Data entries
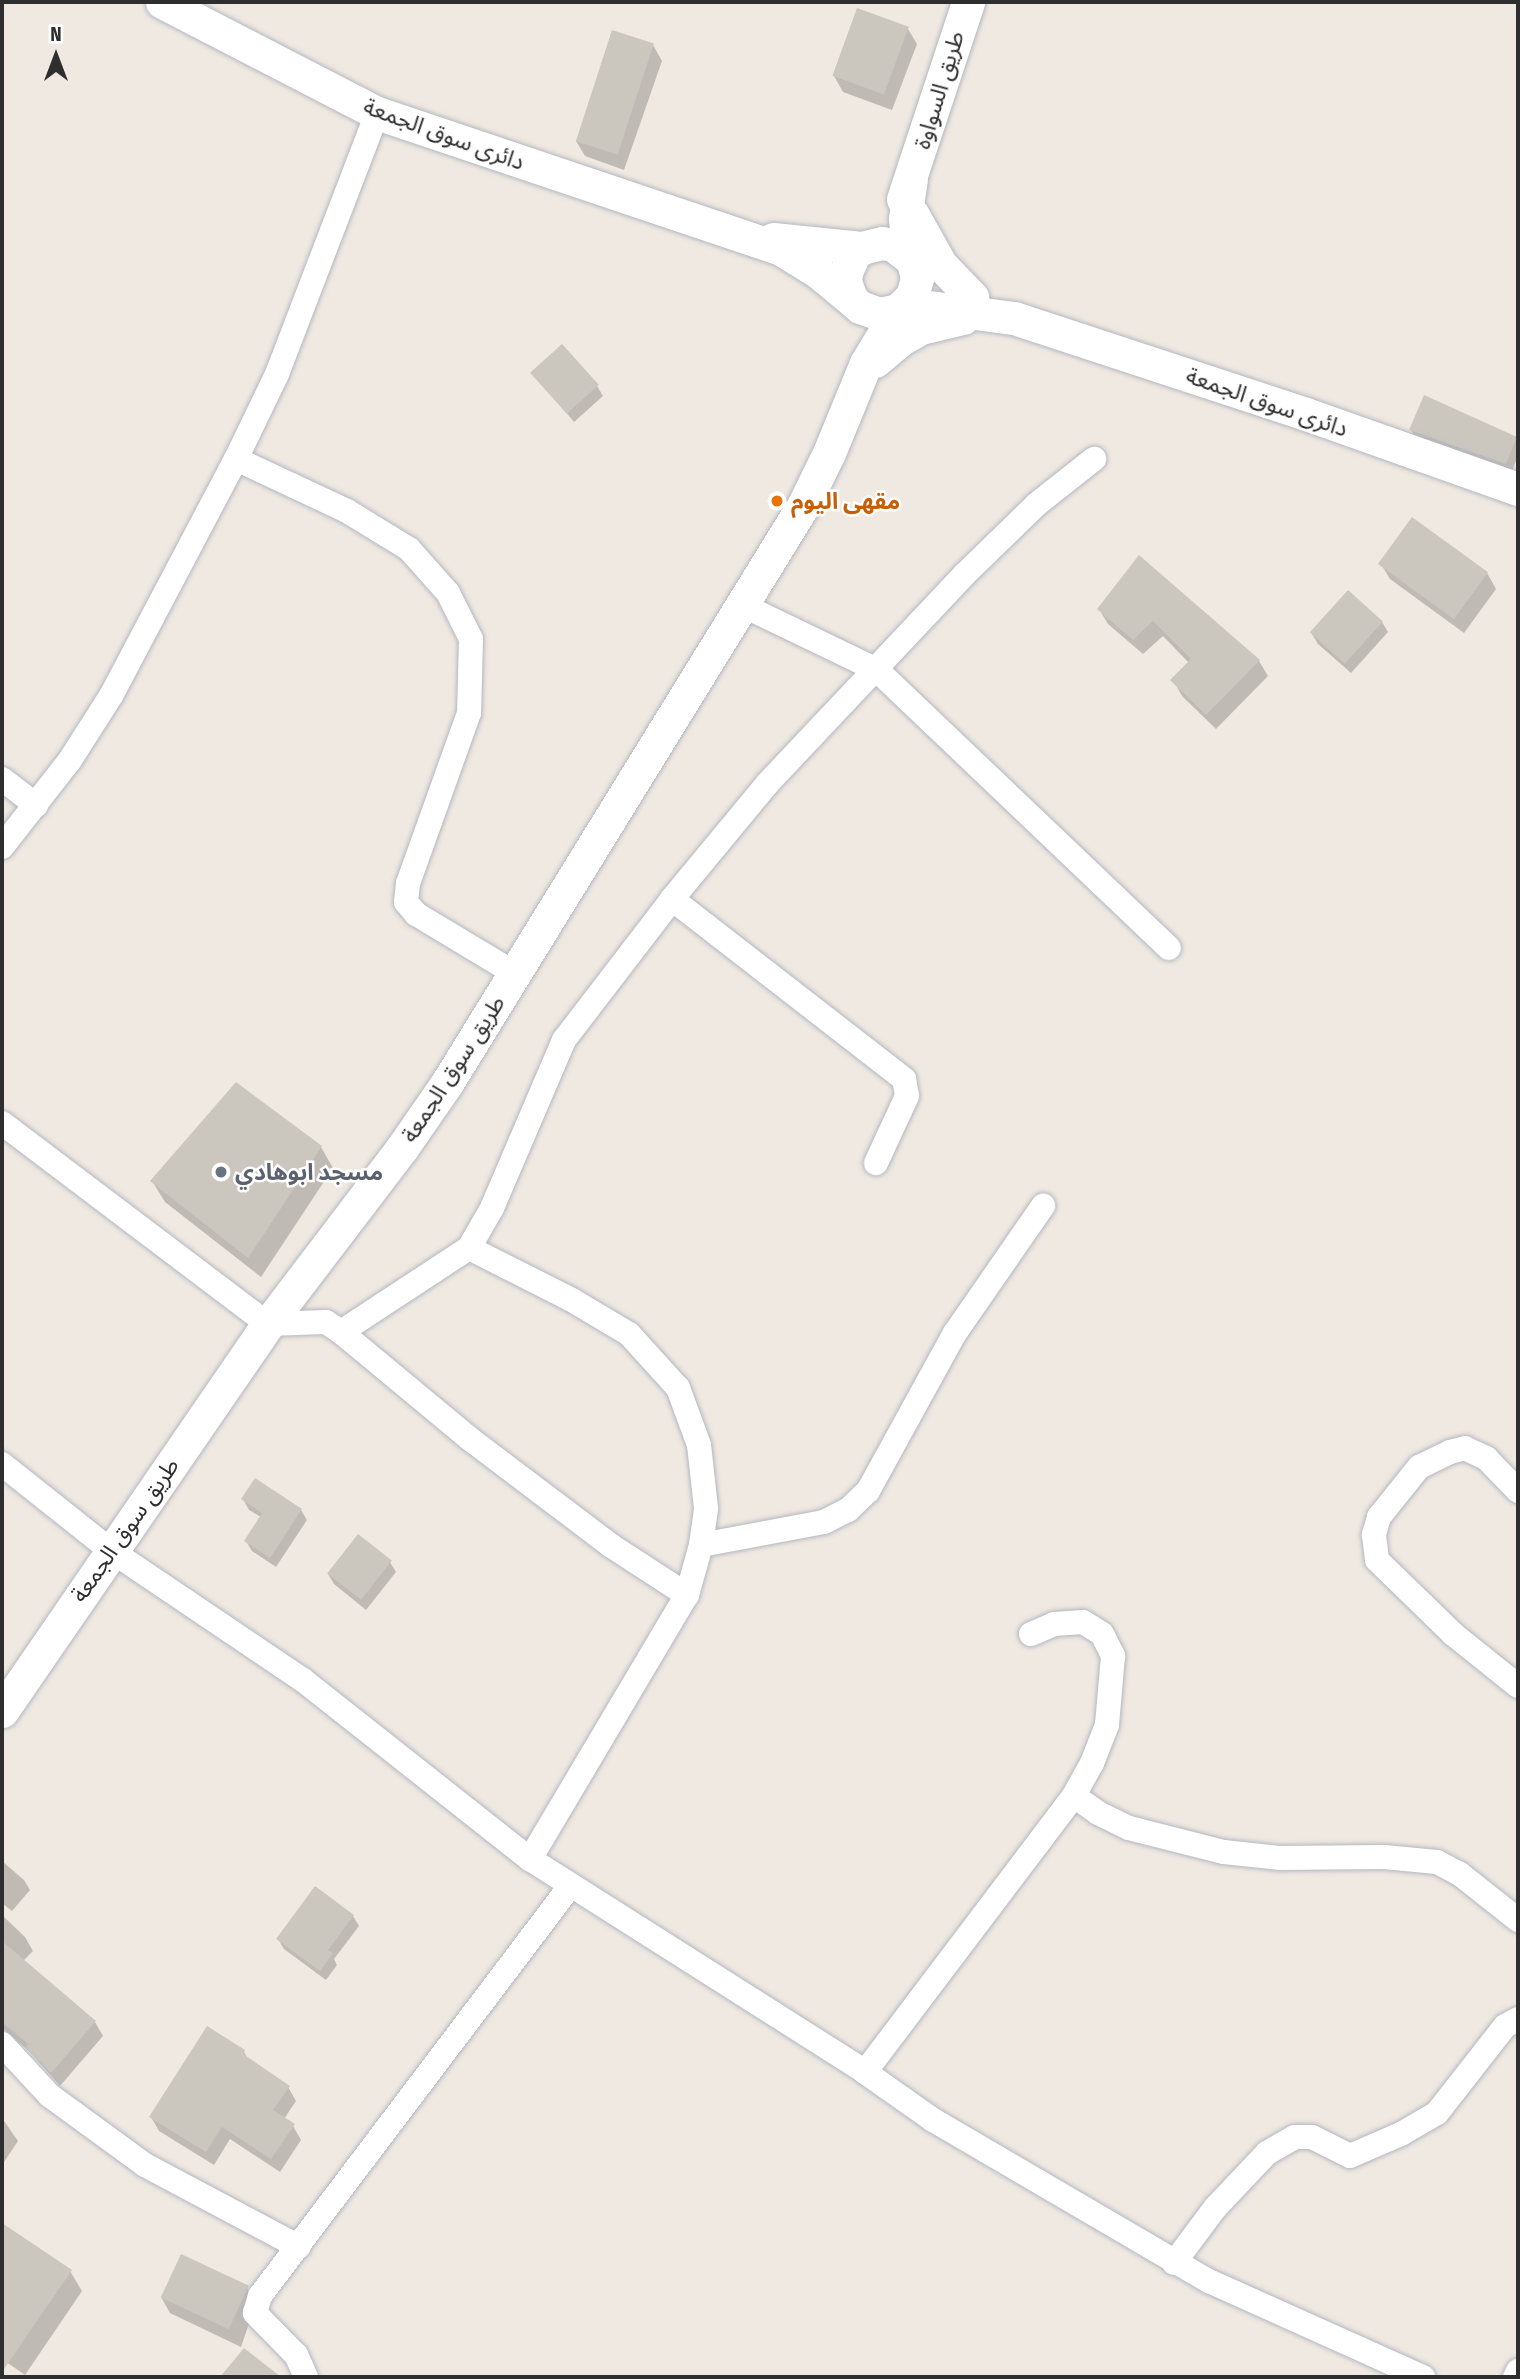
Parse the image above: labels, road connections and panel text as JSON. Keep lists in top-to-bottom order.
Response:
{
  "streets": {
    "main road": ["طريق السواوة", "دائرى سوق الجمعة", "طريق سوق الجمعة"]
  },
  "places": ["مقهى اليوم", "مسجد ابوهادي"],
  "north": "top"
}
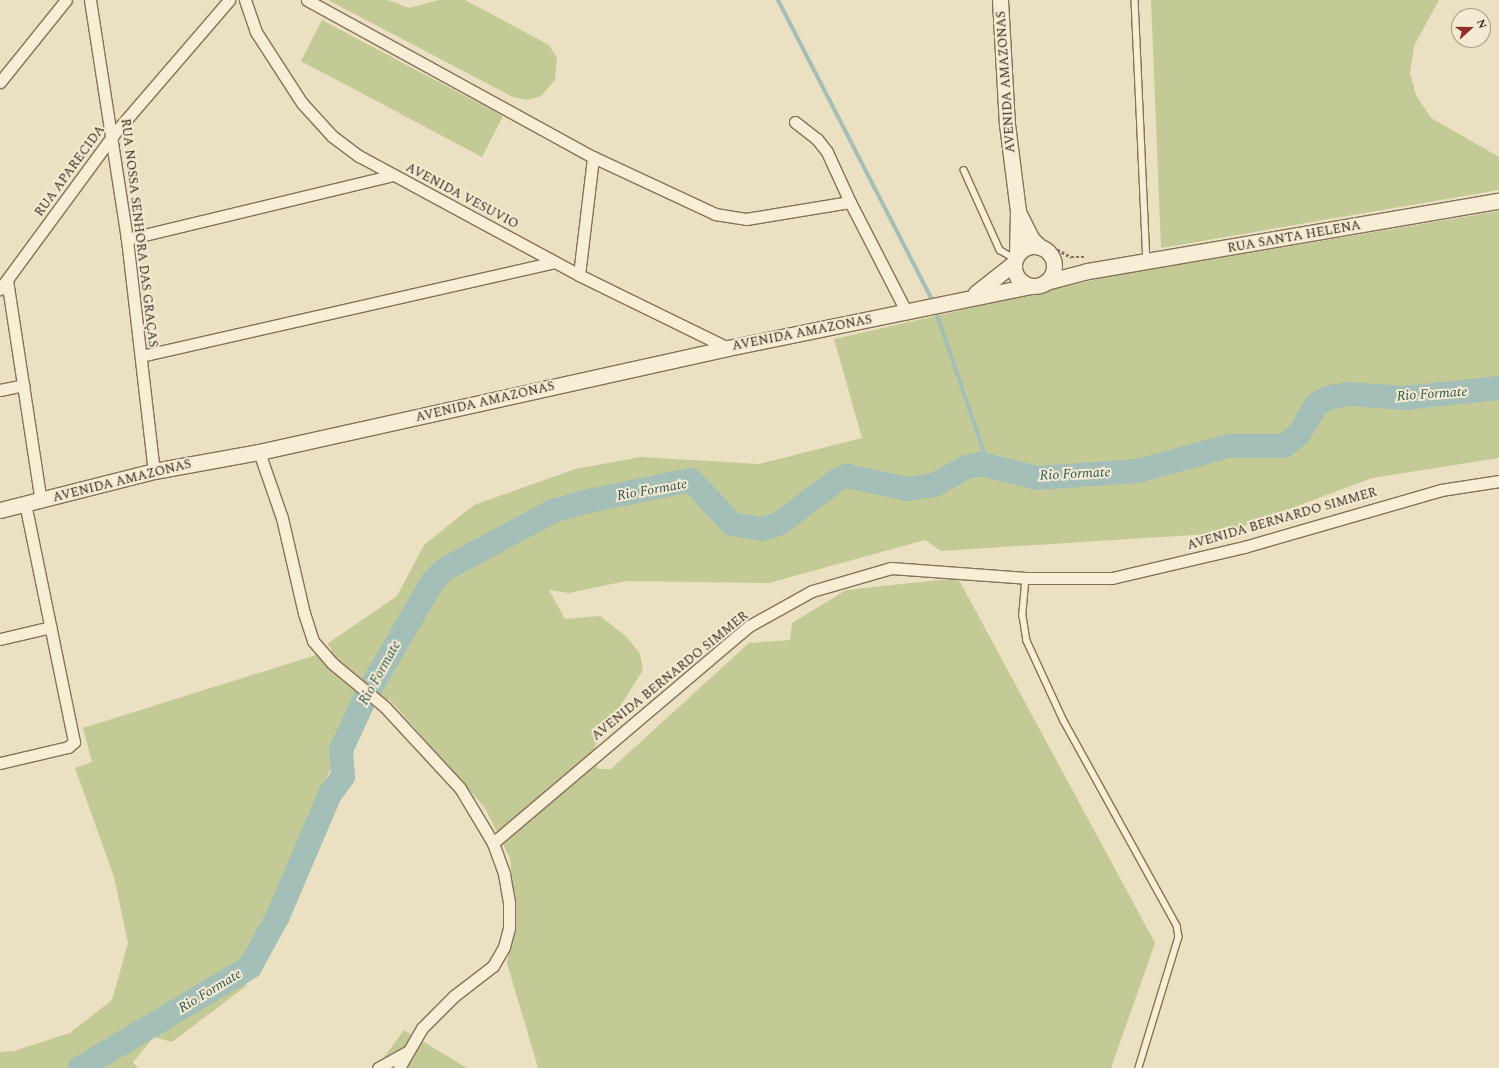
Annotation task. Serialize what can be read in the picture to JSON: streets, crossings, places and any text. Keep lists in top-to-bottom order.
{
  "streets": {
    "street": [
      "AVENIDA AMAZONAS",
      "RUA APARECIDA",
      "AVENIDA VESUVIO",
      "RUA NOSSA SENHORA DAS GRAÇAS",
      "RUA SANTA HELENA",
      "AVENIDA BERNARDO SIMMER"
    ]
  },
  "crossings": [
    ["AVENIDA AMAZONAS", "AVENIDA VESUVIO"],
    ["AVENIDA AMAZONAS", "RUA NOSSA SENHORA DAS GRAÇAS"],
    ["AVENIDA AMAZONAS", "RUA SANTA HELENA"],
    ["RUA APARECIDA", "RUA NOSSA SENHORA DAS GRAÇAS"]
  ],
  "water": ["Rio Formate"],
  "north": "right"
}
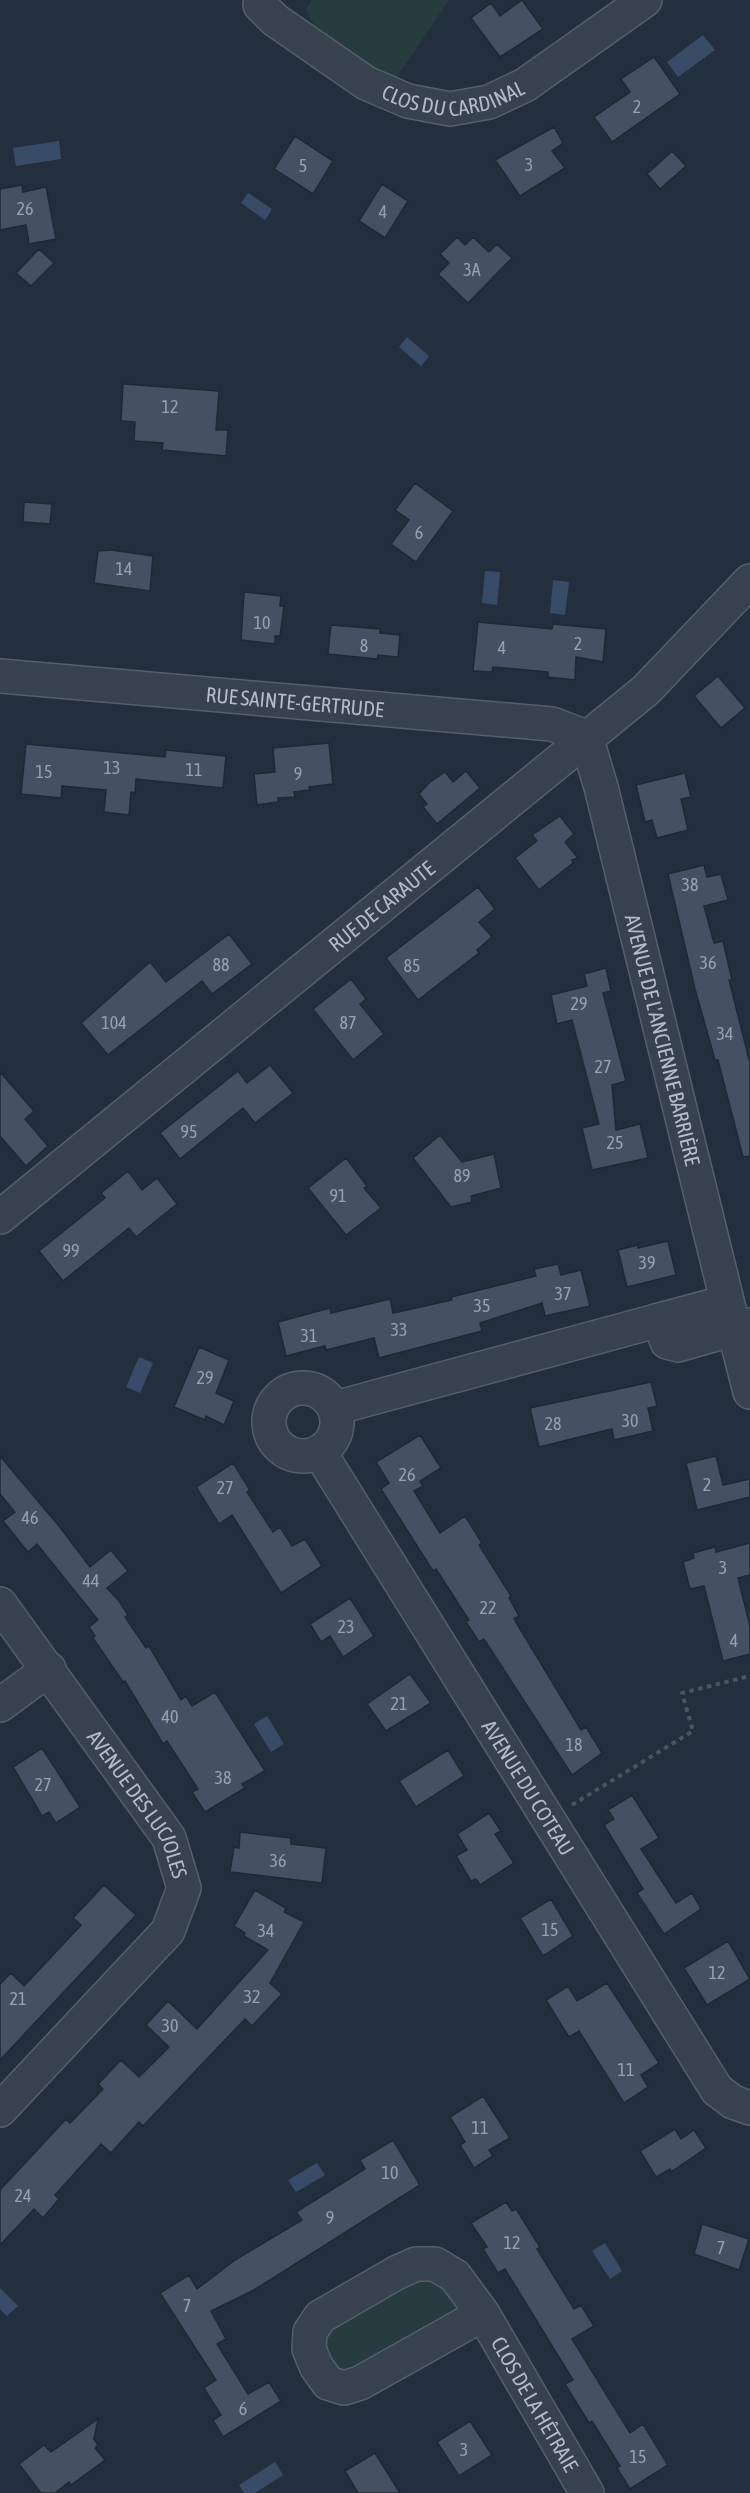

### [Task details]
Please transcribe every record above exactly as written, leaving out the pictures.

### [Written answer]
Parse the image above: labels, road connections and panel text as JSON. Keep lists in top-to-bottom order.
Response:
{
  "streets": {
    "main road": ["طريق السواوة", "دائرى سوق الجمعة", "طريق سوق الجمعة"]
  },
  "places": ["مقهى اليوم", "مسجد ابوهادي"],
  "north": "top"
}
Annotation task. Serialize what can be read in the picture to JSON: streets, crossings, places and any text. Keep lists in top-to-bottom order.
{
  "streets": {
    "street": [
      "AVENIDA AMAZONAS",
      "RUA APARECIDA",
      "AVENIDA VESUVIO",
      "RUA NOSSA SENHORA DAS GRAÇAS",
      "RUA SANTA HELENA",
      "AVENIDA BERNARDO SIMMER"
    ]
  },
  "crossings": [
    ["AVENIDA AMAZONAS", "AVENIDA VESUVIO"],
    ["AVENIDA AMAZONAS", "RUA NOSSA SENHORA DAS GRAÇAS"],
    ["AVENIDA AMAZONAS", "RUA SANTA HELENA"],
    ["RUA APARECIDA", "RUA NOSSA SENHORA DAS GRAÇAS"]
  ],
  "water": ["Rio Formate"],
  "north": "right"
}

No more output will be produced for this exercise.